ダイエット中の方は、食べ過ぎに気をつけましょう。
漢方においては「体力を補い、胃腸を丈夫にする。咳を緩和し、去痰を促す」等の効能があるとされます。
更に、熟したカキのヘタを乾燥させた「柿蒂(シテイ)」は、しゃっくりを止める、夜尿症に効果があると言われています。
特徴
「柿は二日酔いに効く」というのは良く聞かれる言葉。
アルコールの分解代謝過程で生じる「アセトアルデヒド」が頭痛や吐き気などの二日酔い症状を引き起こします。

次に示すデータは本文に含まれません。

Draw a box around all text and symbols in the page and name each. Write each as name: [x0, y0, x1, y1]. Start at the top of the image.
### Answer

東洋人は「アセトアルデヒド」の分解酵素が不十分なので、悪酔いや二日酔いをするといわれています。
カキに含まれるカキタンニンが、アルコールやアセトアルデヒドと結合し、速やかな体外排出を促してくれます。
タンニンが鉄分と結合すると「タンニン鉄」となります。
水に溶けにくく、腸からの鉄の吸収率を妨げます。
貧血気味の方は、食事前後30分のタンニン含有食品は控えた方が良いとされます。
渋抜きの方法としては、「40~42℃の湯に12~24時間浸けておく」、「30~40%のアルコールを振りかける」などがあります。

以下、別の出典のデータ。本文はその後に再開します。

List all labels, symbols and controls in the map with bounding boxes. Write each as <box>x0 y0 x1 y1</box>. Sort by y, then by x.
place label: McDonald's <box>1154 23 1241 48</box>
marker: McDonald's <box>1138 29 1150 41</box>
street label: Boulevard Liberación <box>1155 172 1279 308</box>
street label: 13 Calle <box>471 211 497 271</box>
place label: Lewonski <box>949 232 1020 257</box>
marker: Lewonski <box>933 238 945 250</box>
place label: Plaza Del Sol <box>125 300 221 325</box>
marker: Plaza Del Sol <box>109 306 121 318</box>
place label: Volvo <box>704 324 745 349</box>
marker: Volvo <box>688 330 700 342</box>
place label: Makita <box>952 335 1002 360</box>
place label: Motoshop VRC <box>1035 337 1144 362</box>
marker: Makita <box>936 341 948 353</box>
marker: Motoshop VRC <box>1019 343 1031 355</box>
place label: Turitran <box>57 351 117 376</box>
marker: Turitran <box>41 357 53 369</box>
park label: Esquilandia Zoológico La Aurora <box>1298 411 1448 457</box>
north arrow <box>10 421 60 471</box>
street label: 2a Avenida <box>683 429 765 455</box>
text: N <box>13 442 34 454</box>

また、「小さな穴を数か所開けたビニール袋に、渋ガキ5個&リンゴ1個を入れて口を閉じて置いておく」と、リンゴから出るエチレンの働きで、およそ1週間で渋が抜けます。
ほぼ全ての「種無しカキ」は渋柿です。
やはり、収穫したままでは渋くて食べられた代物ではないので、「渋抜き」してから出荷しています。

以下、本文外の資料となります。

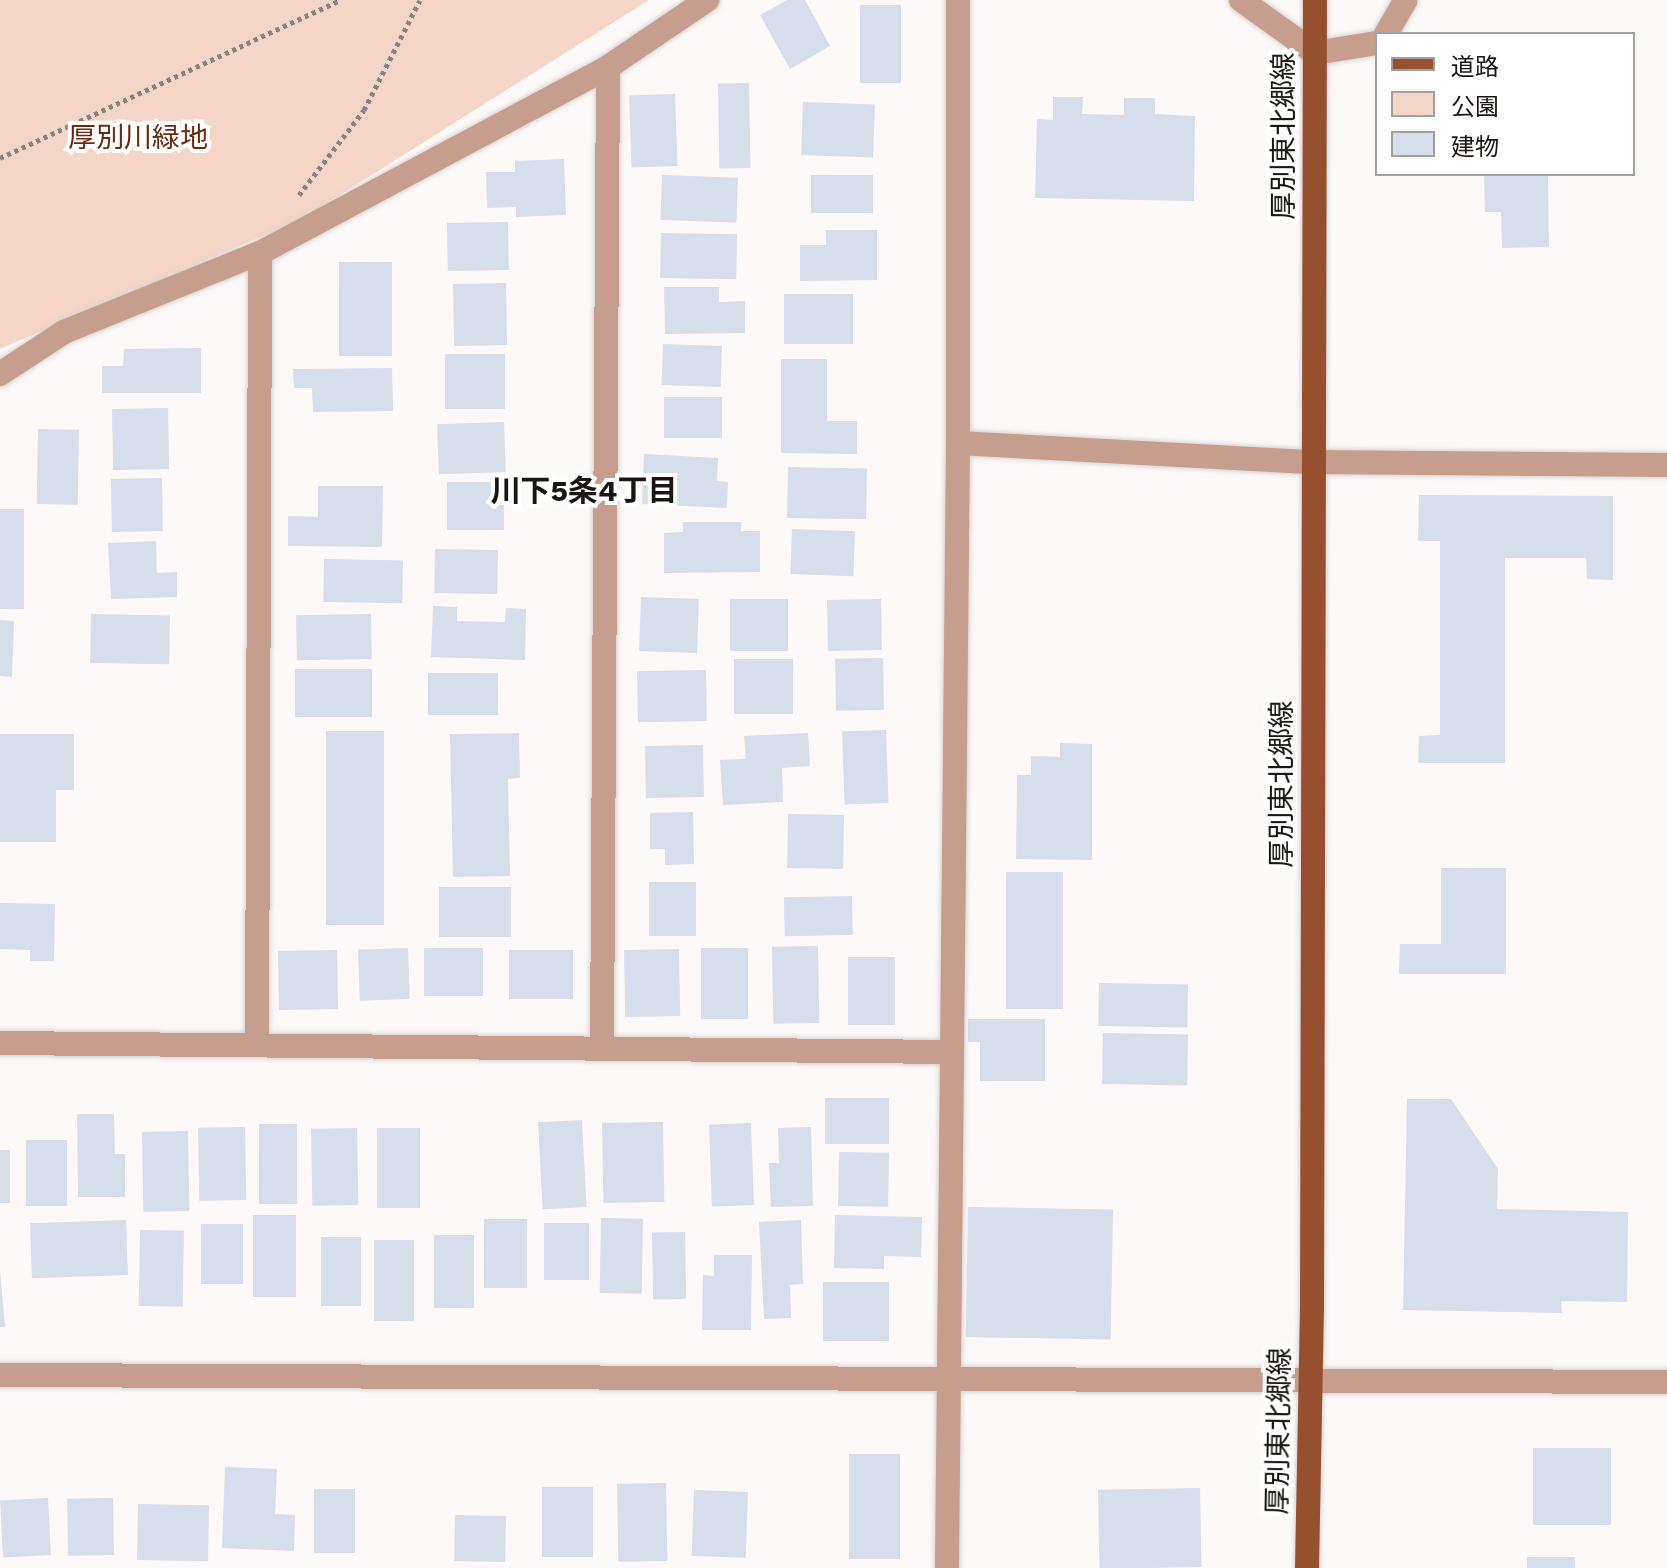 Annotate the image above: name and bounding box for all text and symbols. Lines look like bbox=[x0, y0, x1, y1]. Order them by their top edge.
legend bbox=[1375, 32, 1635, 176]
street label: 厚別東北郷線 bbox=[1267, 52, 1301, 220]
text: 道路 bbox=[1451, 53, 1499, 81]
text: 公園 bbox=[1451, 93, 1499, 121]
park label: 厚別川緑地 bbox=[68, 121, 208, 155]
text: 建物 bbox=[1451, 133, 1499, 161]
district label: 川下5条4丁目 bbox=[491, 473, 677, 509]
street label: 厚別東北郷線 bbox=[1265, 700, 1299, 868]
street label: 厚別東北郷線 bbox=[1261, 1347, 1297, 1515]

購入後の種無しカキを風通しの良い場所に数日間置いておけば、残っている渋も抜け、とろりと甘くなるそうです。
カキ渋には消臭効果や殺菌効果がありますので、「柿の葉寿司」などに柿の葉を利用しています。
また、木材や布の天然塗料、消臭予防の石鹸にも用いられます。
種類
中国、韓国、ブラジルなどで生産されています。
国内の甘柿では、和歌山県、福岡県、奈良県、岐阜県、愛知県など。
渋柿では、東北地方から九州まで、と全国で生産されています。
カキの大きな分類は「甘柿」と「渋柿」に分かれます。
品種は1000にも達しており、「富有(ふゆう)」、「平核無(ひらたねなし)」、「甲州百目(こうしゅうひゃくめ)」などが代表的な品種です。
レシピ
干し柿
渋柿を干し柿(吊るし柿とも言う)にすると、水溶性のタンニンが不溶性になって甘くなる。
カビを防ぐため、干す前に熱湯殺菌する方法も。
生の柿とは全く違う食感で、柔らかな歯応えとねっとりした噛みごたえが苦手な人も。
そのまま食べるほか、パン、お菓子、天麩羅、なますなどにも用いられる。
柿ジャム
柿を使って作るジャム。
通販で購入可能なほか、渋抜きしたカキを加熱して自分で作る方法も。
一度渋抜きしたカキを使った場合、渋戻り(再び渋くなること)することがあるので注意が必要。
パンに付けるほか、ヨーグルトにかけても美味。
カキ【柿】 タンニンが二日酔いに効く。渋柿を干せば甘くなる まとめ
正岡子規の句に因んで「柿の日」が制定されるほど、私たちの風土に根付いている秋の味覚、カキ。
甘いカキは突然変異種によってもたらされました。
カキに含まれるカキタンニンが、二日酔いを予防してくれます。
ビタミンCが豊富に含まれており、その抗酸化作用により、免疫機能を向上させます。
風邪を引きやすい方や、お酒が好きな方にお勧めの果物です。
タンニンを含む食べ物を薬用として用いる場合も多く、カキに含まれる食物繊維と共に、整腸作用や生活習慣病の予防も期待できます。
但し、生のカキは体を冷やしやすいので、冷え性の方は食べ過ぎに注意しましょう。